Gagner la bataille du développement
A la question de savoir quelles étaient les relations entre l'université Sétif 1 et les entreprises industrielles, le recteur dira : «Nous sommes en train de les construire. Nous avons tout d'abord des relations à travers nos étudiants qui vont dans beaucoup d'entreprises.
Nous avons déjà pensé par le passé de mener une réflexion pour aborder ensemble les questions de développement. C'est une initiative qui n'a pas abouti, mais nous sommes en train de la relancer.
Cette fois-ci, nous voulons créer une cellule composée de chercheurs avérés comme je le disais devant les étudiants, mais aussi de chefs d'entreprises dynamiques pour réfléchir tous ensemble, pour, non seulement créer de nouvelles entreprises, mais aussi pour résoudre les grands problèmes qui se posent au développement en général et à la wilaya en particulier».

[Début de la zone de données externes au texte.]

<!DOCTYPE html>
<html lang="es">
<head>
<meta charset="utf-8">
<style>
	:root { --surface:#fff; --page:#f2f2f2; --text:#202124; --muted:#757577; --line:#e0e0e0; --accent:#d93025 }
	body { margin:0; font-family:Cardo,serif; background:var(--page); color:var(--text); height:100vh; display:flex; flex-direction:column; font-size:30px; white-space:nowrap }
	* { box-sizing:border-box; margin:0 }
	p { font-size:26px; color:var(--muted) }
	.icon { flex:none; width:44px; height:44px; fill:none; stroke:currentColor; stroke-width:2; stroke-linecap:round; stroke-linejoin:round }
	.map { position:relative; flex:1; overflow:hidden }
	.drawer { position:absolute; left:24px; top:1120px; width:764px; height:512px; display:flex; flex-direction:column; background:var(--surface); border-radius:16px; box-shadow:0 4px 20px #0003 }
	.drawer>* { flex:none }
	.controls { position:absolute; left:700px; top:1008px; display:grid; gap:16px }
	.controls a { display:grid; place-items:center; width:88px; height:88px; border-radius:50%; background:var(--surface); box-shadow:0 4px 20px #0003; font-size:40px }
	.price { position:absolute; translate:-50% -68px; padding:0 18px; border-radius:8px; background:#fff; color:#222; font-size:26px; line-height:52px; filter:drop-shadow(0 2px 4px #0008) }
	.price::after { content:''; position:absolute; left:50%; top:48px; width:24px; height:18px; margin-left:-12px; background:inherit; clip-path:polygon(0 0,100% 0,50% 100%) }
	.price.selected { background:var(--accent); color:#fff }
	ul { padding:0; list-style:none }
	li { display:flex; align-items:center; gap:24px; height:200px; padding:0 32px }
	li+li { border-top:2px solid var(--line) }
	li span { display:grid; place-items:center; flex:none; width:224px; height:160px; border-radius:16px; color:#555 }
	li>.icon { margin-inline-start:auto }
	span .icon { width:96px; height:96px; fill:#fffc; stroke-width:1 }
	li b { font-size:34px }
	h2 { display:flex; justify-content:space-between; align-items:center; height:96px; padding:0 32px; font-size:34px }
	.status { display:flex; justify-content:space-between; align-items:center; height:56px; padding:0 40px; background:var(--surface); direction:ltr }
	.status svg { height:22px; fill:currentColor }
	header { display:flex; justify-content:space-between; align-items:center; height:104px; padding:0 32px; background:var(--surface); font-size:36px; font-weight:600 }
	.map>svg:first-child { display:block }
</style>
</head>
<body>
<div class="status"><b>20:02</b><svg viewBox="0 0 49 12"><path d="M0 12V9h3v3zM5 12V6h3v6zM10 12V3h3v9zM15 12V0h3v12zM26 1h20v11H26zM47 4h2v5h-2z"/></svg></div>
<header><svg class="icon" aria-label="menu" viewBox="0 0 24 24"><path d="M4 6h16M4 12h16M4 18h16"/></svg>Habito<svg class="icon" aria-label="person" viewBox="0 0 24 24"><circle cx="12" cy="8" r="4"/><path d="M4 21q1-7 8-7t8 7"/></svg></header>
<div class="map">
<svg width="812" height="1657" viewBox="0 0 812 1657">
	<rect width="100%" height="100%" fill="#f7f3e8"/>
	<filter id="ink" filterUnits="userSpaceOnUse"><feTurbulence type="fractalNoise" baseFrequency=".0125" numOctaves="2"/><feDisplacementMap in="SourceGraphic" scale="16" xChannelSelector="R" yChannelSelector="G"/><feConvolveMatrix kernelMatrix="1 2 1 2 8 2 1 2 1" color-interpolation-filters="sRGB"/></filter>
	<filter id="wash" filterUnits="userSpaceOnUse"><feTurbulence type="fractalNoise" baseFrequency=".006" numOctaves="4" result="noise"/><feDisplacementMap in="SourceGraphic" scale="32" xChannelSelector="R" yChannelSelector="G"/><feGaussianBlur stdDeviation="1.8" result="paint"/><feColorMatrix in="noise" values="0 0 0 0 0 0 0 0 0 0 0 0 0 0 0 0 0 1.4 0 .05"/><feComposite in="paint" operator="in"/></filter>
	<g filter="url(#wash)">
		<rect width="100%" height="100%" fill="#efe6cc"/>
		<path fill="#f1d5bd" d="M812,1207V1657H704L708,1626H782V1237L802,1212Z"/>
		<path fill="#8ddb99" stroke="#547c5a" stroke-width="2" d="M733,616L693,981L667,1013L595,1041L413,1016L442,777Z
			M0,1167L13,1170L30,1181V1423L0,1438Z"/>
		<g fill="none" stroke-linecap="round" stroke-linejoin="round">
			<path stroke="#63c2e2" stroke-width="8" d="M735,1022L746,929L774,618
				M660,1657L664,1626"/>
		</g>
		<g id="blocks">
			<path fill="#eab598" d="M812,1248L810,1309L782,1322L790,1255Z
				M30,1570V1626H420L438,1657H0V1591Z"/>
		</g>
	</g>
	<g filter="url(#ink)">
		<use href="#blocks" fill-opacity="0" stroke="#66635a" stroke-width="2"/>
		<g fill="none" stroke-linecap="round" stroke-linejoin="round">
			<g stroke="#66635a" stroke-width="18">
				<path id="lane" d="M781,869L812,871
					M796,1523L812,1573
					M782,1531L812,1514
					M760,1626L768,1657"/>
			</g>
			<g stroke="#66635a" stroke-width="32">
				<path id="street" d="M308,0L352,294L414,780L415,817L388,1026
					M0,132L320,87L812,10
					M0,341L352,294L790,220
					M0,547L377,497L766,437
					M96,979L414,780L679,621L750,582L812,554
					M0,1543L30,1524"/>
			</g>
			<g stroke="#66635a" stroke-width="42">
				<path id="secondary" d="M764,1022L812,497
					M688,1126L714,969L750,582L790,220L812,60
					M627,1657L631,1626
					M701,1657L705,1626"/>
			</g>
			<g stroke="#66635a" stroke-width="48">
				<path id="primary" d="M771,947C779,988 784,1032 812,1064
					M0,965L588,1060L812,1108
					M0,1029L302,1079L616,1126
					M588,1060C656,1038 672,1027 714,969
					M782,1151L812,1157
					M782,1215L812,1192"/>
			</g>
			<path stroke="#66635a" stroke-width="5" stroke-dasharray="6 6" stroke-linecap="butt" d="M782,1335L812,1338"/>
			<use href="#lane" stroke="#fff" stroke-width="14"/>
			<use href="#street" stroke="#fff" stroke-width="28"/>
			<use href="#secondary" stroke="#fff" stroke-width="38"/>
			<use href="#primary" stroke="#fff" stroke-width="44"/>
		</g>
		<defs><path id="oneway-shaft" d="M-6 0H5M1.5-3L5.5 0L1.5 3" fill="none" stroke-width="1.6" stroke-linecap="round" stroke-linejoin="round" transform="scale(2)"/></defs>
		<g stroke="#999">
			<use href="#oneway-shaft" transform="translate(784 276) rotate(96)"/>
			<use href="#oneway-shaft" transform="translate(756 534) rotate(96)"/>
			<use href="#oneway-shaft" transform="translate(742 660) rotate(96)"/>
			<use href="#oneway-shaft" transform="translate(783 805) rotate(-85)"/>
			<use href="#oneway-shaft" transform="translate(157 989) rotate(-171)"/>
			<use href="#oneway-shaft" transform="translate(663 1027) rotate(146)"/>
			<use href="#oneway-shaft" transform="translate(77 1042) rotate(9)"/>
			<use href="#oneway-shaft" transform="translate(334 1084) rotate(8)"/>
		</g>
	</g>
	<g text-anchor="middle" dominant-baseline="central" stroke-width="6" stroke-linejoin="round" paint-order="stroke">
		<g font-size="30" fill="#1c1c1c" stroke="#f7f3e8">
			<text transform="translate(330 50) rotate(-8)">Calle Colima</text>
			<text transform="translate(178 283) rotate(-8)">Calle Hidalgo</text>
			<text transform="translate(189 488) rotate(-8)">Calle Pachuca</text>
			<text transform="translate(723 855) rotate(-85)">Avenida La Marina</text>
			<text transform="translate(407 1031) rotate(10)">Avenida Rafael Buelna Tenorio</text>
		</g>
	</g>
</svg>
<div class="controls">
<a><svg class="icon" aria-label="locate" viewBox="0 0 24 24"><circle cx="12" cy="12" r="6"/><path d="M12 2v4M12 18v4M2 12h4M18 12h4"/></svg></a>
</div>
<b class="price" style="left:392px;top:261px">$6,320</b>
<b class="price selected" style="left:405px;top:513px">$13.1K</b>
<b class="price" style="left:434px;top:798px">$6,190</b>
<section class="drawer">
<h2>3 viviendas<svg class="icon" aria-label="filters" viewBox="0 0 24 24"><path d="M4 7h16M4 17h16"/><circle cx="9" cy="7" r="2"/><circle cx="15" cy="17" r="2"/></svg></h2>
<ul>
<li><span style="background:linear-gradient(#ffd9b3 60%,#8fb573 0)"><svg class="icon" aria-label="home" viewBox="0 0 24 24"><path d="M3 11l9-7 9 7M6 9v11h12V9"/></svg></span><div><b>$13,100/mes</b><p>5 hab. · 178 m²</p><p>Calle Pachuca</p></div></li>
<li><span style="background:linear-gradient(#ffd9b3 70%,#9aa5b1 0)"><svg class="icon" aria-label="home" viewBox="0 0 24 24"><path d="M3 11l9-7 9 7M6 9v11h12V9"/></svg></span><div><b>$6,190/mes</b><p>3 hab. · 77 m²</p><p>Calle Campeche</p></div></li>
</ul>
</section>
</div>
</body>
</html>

Que souhaitez-vous à l'avenir ? «Il faudrait que les PME/PMI s'ouvrent sur l'université, c'est déjà accepter nos étudiants qui une fois leur diplôme en poche doivent s'inspirer de la pratique pour savoir ce qui se passe réellement dans l'entreprise.

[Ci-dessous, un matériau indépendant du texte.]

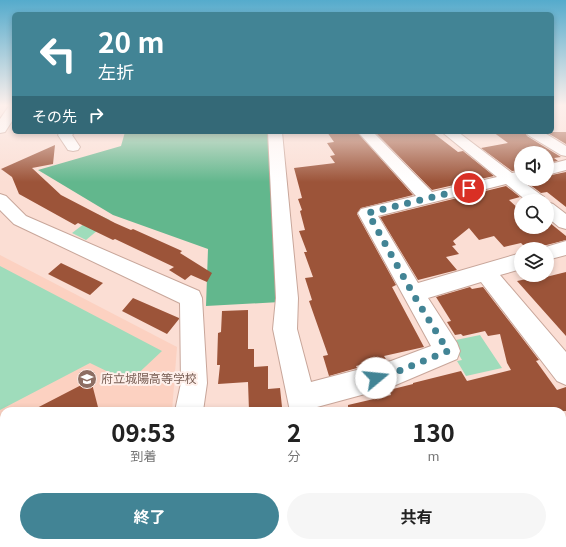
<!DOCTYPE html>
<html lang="ja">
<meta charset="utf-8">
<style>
:root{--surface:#fff;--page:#f6f6f6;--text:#222;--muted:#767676;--accent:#428495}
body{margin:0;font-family:Georgia,"Noto Sans JP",serif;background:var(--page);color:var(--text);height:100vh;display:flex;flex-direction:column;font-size:15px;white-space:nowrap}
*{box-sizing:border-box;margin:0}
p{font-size:13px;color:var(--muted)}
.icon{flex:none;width:22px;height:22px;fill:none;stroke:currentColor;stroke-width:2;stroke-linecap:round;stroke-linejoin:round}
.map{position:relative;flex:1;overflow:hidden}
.drawer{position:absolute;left:0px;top:407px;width:566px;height:140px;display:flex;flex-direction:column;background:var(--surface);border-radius:12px 12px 0 0;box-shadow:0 2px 6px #0003}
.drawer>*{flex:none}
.banner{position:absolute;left:12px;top:12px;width:542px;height:122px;border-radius:6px;box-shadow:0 2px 6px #0003;background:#428495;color:#fff;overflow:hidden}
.tools{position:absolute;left:514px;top:146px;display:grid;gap:8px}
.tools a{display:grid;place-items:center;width:40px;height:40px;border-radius:50%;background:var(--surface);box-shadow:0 2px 6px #0003;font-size:20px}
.pin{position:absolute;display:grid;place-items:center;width:34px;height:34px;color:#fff;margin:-17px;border:2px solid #fff;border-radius:50%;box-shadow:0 1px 4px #0007}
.me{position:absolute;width:44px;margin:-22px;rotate:73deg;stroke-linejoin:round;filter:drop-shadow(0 0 3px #0008)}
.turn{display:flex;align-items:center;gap:14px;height:84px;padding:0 20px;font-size:18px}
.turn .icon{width:52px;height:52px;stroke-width:2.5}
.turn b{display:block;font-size:28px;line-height:34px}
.then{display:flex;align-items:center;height:38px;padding:0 20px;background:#0003;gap:8px;font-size:15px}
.eta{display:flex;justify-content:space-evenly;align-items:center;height:68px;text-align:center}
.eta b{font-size:24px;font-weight:700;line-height:28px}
.action{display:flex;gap:8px;margin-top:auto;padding:8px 20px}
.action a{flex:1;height:46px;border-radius:24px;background:var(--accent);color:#fff;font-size:16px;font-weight:700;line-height:46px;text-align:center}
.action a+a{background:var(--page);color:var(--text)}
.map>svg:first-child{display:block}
.built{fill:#fcd1c1}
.green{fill:#9fdcbb}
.forest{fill:#62b78d}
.building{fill:#9c5439}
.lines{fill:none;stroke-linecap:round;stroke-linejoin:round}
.minor-casing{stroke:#c8a69a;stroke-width:2}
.minor{fill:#fff;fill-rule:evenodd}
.route{stroke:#428495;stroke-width:7;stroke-dasharray:0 12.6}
.labels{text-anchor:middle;stroke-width:4;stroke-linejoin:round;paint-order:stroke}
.near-education-label{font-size:12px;fill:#785e54;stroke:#feefea;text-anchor:start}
</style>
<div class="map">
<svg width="566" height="547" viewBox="0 0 566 547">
<rect width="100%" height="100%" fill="#fbded4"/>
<!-- built -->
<path class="built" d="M0,255L177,347L172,411H4V543H180L179,547H0Z"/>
<!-- green -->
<path class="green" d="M97,214L110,220L86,240L72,233Z
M0,266L162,351L129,382L90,363L0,410Z
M480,335L502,368L466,376L457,361L462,360L451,341Z"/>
<!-- forest -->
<path class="forest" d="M125,132H268L280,302L206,306L208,249L113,215L38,170L121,146Z"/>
<!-- building -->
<path class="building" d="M327,132H357L413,195L361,208L357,214L396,285L392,287L424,347L384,356L386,359L356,366L357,368L329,376L323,356L328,355L309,301L312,300L305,278L313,277L304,252H307L299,231L305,230L300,211L302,210L298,199L302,198L294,168L335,163L330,156L335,155L327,143L334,142Z
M381,132H405L408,134L432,132L458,152L463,151L494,176L432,190L376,133Z
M493,132H525L527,136L561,157L554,158L558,161L547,163V153H521V170L512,171L481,148L508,143Z
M546,132H566V144Z
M55,145L53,164L32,168L61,195L115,223L131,230L133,229L182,251L180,253L212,273L207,282L191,275L185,280L169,270L174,267L115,239L113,240L78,223L75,225L19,194L12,177L1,169Z
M566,172V207L547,192L541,193L525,181L528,179H547V176Z
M506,186L520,197L509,200L521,211V227H547V223H550L566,236V240L531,249H527L521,243L504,247L494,236L479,240L469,228L453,241L456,245L452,246L459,254L446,257L457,270L418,280L380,217Z
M61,263L103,283L90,295L48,274Z
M566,272V336L517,281L536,277L538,279Z
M470,287L472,289L483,287L539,360L536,361L557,390L566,387V411H348V405L391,395L389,390L413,384V383L461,371L467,381L511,370L507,363L500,334L488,336L485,331L463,336L461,334L455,335L447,322L451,321L436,297Z
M133,298L179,318V319L167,334L122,311Z
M248,310V349H254V367L268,366V389L280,388L282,407L249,411L248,382L218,384L220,365H217L218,333L221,332L222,311Z
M91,380L99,411H31Z"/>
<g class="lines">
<defs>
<path id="minor" d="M9,106H14V118L5,132L0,133V119Z
M60,132H75L72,135L80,147L78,150L73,151L68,150L58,135Z
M268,132H282L298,298L297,329L311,382L391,361L431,346L358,213L361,209L416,196L358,132H373L432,192L497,177L442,132H458L512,173L521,171V179H527L522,181L544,197L547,201H527L506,184L378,216L418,283L521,253V269L500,275L566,352V385L557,381L481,282L428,298L457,343L460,351L457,359L391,387L317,407L318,411H290L273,329L276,298Z
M526,132H543L566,146V156L561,155L528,135Z
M566,160V170L547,175V165Z
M0,194L6,196L26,216L199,291L202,298L207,383L203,411H175L181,383L180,303L14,224L0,210Z
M547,202L553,204L566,214V229L559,227L547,217Z
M566,241V255L547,260V249H539Z
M566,432V462L562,463V433Z
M316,543H350L352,547H316Z"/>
</defs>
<!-- minor casing -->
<use href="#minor" class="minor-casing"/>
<!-- minor -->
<use href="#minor" class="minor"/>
</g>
<!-- sky -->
<linearGradient id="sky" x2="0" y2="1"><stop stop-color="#55abcc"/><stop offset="0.58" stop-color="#fdf0ec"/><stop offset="1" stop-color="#fdf0ec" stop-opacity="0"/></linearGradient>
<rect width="566" height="182" fill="url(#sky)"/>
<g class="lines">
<!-- route -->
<path class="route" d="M376,378L391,374L448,351L413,294L368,213L469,188"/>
</g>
<!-- icons -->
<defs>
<symbol id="school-disc" viewBox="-11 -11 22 22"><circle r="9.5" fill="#8d6e63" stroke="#feefea"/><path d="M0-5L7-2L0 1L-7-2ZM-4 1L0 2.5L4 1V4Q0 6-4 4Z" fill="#fff"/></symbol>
</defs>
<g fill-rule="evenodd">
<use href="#school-disc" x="76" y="368" width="22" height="22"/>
</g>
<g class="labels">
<!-- near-education labels -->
<g class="near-education-label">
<text x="101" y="383">府立城陽高等学校</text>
</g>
</g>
</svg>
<div class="tools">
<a><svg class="icon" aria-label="sound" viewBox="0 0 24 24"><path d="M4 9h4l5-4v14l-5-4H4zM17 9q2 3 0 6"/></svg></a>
<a><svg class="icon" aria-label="search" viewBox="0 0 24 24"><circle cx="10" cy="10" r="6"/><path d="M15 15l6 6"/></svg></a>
<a><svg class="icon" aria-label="layers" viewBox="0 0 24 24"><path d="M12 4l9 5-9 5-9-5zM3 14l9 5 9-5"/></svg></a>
</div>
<div class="pin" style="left:469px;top:188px;background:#d93025"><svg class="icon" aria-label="arrive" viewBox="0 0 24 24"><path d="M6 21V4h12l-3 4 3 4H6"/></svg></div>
<svg class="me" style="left:376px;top:378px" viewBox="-20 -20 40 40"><circle r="19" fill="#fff"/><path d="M0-13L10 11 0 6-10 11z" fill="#428495"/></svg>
<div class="banner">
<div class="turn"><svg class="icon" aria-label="left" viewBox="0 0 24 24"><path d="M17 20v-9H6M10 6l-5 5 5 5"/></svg><div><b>20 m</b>左折</div></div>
<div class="then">その先<svg class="icon" aria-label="right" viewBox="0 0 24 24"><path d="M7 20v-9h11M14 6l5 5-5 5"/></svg></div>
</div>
<section class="drawer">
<div class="eta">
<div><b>09:53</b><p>到着</p></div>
<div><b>2</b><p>分</p></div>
<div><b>130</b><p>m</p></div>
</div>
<div class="action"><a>終了</a><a>共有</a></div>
</section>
</div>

Il faudrait d'abord que ces dernières, pas toutes, parce que certaines le font déjà, ne s'ouvrent pour accueillir des étudiants pour leur stage et même nos chercheurs. C'est pour notre pays, que ce soit du côté de l'université ou des entreprises, le souci est le même, il s'agit de gagner la bataille du développement.
On doit le faire tous ensemble».
Lors de cette rencontre à laquelle ont pris part un très nombre d'étudiants et d'étudiantes où l'amphithéâtre s'est avéré trop exigu, plein à craquer, plusieurs responsables de divers horizons ayant un lien avec cette journée d'information se sont relayés pour expliquer toutes les modalités.
Ces interventions ont porté sur le développement industriel et les investissements, sur la culture entrepreneuriale et la création d'entreprise : problèmes et solutions, l'aide financière de la part de l'Ansej, le rôle de la caisse de garantit pour l'aide des entreprises, les perspectives de l'emploi dans la wilaya de Sétif, le rôle de l'Angem et de l'Andi, le rôle de la mise à niveau des petites et moyennes entreprises, etc.